En su vida había hecho y deshecho muchas maletas y ahora se encontraba delante de la más difícil. Llevaba horas haciéndola y apenas había metido nada. El terremoto ya había pasado, pero aún se sentían fuertes réplicas, por lo que el espacio aéreo italiano no se abriría hasta el día siguiente. Ella y Teresa, su otra hija, volarían a Roma entonces; allí, una persona del Consulado de España las estaría esperando. El secretario consular les pidió que fueran preparadas. ¿Preparadas para qué?, preguntó Estrella ensimismada. Al principio, pensó que se refería a la ropa, para que fueran abrigadas, pero en cuanto vio la cara desencajada de su marido supo al instante que no se refería al abrigo y se sintió a tan solo un paso de caer al abismo. ¿Cómo haces una maleta cuando vas a buscar a una hija que no sabes si está viva o muerta?
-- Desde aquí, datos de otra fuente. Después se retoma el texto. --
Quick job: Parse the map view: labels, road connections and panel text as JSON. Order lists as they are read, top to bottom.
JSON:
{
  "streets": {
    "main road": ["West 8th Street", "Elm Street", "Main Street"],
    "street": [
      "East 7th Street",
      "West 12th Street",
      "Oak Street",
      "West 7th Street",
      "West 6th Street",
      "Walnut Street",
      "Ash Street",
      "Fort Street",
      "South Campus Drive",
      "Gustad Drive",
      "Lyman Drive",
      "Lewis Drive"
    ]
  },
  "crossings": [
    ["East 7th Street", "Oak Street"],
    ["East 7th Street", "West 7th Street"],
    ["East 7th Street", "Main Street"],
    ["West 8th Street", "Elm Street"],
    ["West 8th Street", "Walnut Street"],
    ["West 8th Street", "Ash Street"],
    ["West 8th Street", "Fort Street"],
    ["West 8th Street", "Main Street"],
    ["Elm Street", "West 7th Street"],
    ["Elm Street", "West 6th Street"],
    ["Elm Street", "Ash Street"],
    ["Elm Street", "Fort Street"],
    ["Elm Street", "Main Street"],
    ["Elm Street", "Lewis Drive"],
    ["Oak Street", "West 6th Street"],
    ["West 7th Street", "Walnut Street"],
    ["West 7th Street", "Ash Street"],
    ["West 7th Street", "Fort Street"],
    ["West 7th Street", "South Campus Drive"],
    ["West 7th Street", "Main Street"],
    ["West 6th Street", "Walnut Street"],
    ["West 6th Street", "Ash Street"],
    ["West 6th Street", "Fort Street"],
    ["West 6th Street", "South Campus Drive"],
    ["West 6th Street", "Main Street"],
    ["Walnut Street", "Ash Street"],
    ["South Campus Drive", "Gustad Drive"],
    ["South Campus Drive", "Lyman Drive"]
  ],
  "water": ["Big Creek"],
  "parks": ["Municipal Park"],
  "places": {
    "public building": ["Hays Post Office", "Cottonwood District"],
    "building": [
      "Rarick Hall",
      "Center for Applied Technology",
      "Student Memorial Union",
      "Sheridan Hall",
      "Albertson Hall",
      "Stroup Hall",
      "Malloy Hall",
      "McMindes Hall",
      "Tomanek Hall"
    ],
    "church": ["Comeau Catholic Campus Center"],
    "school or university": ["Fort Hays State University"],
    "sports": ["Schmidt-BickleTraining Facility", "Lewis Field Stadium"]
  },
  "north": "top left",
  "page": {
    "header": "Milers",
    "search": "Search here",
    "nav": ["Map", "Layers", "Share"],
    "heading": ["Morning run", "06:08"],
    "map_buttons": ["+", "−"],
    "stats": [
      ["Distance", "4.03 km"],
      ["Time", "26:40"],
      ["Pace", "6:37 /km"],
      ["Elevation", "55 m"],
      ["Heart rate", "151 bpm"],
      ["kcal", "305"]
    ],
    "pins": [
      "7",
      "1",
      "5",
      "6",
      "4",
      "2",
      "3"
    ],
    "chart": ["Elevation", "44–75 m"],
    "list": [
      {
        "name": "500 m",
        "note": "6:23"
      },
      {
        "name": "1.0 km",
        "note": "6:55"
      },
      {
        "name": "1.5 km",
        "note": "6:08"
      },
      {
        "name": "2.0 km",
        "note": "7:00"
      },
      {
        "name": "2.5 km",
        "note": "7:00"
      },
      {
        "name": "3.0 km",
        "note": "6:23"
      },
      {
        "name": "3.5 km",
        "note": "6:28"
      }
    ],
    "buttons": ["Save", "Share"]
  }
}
Estrella vuelve a marcar la tecla de rellamada en su móvil. Patricia sigue sin responder. Que no conteste a las llamadas, le había dicho el cónsul, no significaba nada, las comunicaciones se habían caído. Estrella trata de concentrarse en la maleta, pero lee en la televisión nuevos titulares del Canal 24 horas que vuelven con la noticia del terremoto. Sube el volumen. «Según los últimos datos oficiales, más de 150 personas han perdido la vida, cerca de 1.500 han resultado heridas y más de 50.000 han perdido sus casas. Los cuerpos de rescate buscan supervivientes bajo los escombros». Estrella baja el volumen todo lo rápido que le permite el machaque constante de su dedo pulgar contra la tecla de goma del mando y le da la espalda a la televisión. Le falta el aire. Esto, se dice, no le puede estar pasando a ella.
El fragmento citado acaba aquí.